◆ **Exercise directions**: Return the records verbatim.
────────
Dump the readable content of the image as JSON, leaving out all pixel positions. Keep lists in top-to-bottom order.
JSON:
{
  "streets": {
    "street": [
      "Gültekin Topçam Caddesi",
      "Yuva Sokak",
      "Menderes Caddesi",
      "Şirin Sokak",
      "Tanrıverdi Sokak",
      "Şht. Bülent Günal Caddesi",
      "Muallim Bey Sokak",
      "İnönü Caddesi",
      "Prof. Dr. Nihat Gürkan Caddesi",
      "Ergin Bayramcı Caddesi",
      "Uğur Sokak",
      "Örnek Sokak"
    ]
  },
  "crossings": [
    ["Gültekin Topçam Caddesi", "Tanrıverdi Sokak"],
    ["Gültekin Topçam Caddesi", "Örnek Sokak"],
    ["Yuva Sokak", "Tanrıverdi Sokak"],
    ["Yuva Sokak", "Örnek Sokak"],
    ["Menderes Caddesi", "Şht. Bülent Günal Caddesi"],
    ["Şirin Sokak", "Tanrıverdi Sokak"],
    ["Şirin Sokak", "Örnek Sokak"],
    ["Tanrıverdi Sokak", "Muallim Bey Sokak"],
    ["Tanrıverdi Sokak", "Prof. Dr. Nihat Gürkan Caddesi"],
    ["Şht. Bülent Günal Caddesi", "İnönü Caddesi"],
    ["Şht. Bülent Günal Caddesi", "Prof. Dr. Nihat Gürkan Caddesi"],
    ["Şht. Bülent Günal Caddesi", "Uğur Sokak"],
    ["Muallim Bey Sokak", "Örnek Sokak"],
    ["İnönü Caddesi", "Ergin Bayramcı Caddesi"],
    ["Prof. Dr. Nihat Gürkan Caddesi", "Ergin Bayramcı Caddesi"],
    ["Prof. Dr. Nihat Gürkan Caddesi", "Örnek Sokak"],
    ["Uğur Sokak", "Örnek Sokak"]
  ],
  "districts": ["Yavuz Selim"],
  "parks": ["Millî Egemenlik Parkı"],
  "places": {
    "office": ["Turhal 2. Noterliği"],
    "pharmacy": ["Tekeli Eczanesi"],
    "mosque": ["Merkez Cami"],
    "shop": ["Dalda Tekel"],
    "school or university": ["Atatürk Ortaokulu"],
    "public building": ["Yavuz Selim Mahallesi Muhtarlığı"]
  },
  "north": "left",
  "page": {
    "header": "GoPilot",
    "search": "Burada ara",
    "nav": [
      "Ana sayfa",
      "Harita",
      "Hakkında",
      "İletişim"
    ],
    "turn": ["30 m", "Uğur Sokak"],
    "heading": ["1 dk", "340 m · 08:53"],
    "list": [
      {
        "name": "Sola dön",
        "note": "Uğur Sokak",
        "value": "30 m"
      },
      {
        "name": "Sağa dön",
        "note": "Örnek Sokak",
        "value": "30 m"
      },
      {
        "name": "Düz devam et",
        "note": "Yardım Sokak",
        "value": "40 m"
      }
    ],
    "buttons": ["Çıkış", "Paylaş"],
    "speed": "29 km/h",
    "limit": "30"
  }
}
────────
◆ **Task solution**:
Dump the readable content of the image as JSON, leaving out all pixel positions. Keep lists in top-to-bottom order.
JSON:
{
  "streets": {
    "street": [
      "Gültekin Topçam Caddesi",
      "Yuva Sokak",
      "Menderes Caddesi",
      "Şirin Sokak",
      "Tanrıverdi Sokak",
      "Şht. Bülent Günal Caddesi",
      "Muallim Bey Sokak",
      "İnönü Caddesi",
      "Prof. Dr. Nihat Gürkan Caddesi",
      "Ergin Bayramcı Caddesi",
      "Uğur Sokak",
      "Örnek Sokak"
    ]
  },
  "crossings": [
    ["Gültekin Topçam Caddesi", "Tanrıverdi Sokak"],
    ["Gültekin Topçam Caddesi", "Örnek Sokak"],
    ["Yuva Sokak", "Tanrıverdi Sokak"],
    ["Yuva Sokak", "Örnek Sokak"],
    ["Menderes Caddesi", "Şht. Bülent Günal Caddesi"],
    ["Şirin Sokak", "Tanrıverdi Sokak"],
    ["Şirin Sokak", "Örnek Sokak"],
    ["Tanrıverdi Sokak", "Muallim Bey Sokak"],
    ["Tanrıverdi Sokak", "Prof. Dr. Nihat Gürkan Caddesi"],
    ["Şht. Bülent Günal Caddesi", "İnönü Caddesi"],
    ["Şht. Bülent Günal Caddesi", "Prof. Dr. Nihat Gürkan Caddesi"],
    ["Şht. Bülent Günal Caddesi", "Uğur Sokak"],
    ["Muallim Bey Sokak", "Örnek Sokak"],
    ["İnönü Caddesi", "Ergin Bayramcı Caddesi"],
    ["Prof. Dr. Nihat Gürkan Caddesi", "Ergin Bayramcı Caddesi"],
    ["Prof. Dr. Nihat Gürkan Caddesi", "Örnek Sokak"],
    ["Uğur Sokak", "Örnek Sokak"]
  ],
  "districts": ["Yavuz Selim"],
  "parks": ["Millî Egemenlik Parkı"],
  "places": {
    "office": ["Turhal 2. Noterliği"],
    "pharmacy": ["Tekeli Eczanesi"],
    "mosque": ["Merkez Cami"],
    "shop": ["Dalda Tekel"],
    "school or university": ["Atatürk Ortaokulu"],
    "public building": ["Yavuz Selim Mahallesi Muhtarlığı"]
  },
  "north": "left",
  "page": {
    "header": "GoPilot",
    "search": "Burada ara",
    "nav": [
      "Ana sayfa",
      "Harita",
      "Hakkında",
      "İletişim"
    ],
    "turn": ["30 m", "Uğur Sokak"],
    "heading": ["1 dk", "340 m · 08:53"],
    "list": [
      {
        "name": "Sola dön",
        "note": "Uğur Sokak",
        "value": "30 m"
      },
      {
        "name": "Sağa dön",
        "note": "Örnek Sokak",
        "value": "30 m"
      },
      {
        "name": "Düz devam et",
        "note": "Yardım Sokak",
        "value": "40 m"
      }
    ],
    "buttons": ["Çıkış", "Paylaş"],
    "speed": "29 km/h",
    "limit": "30"
  }
}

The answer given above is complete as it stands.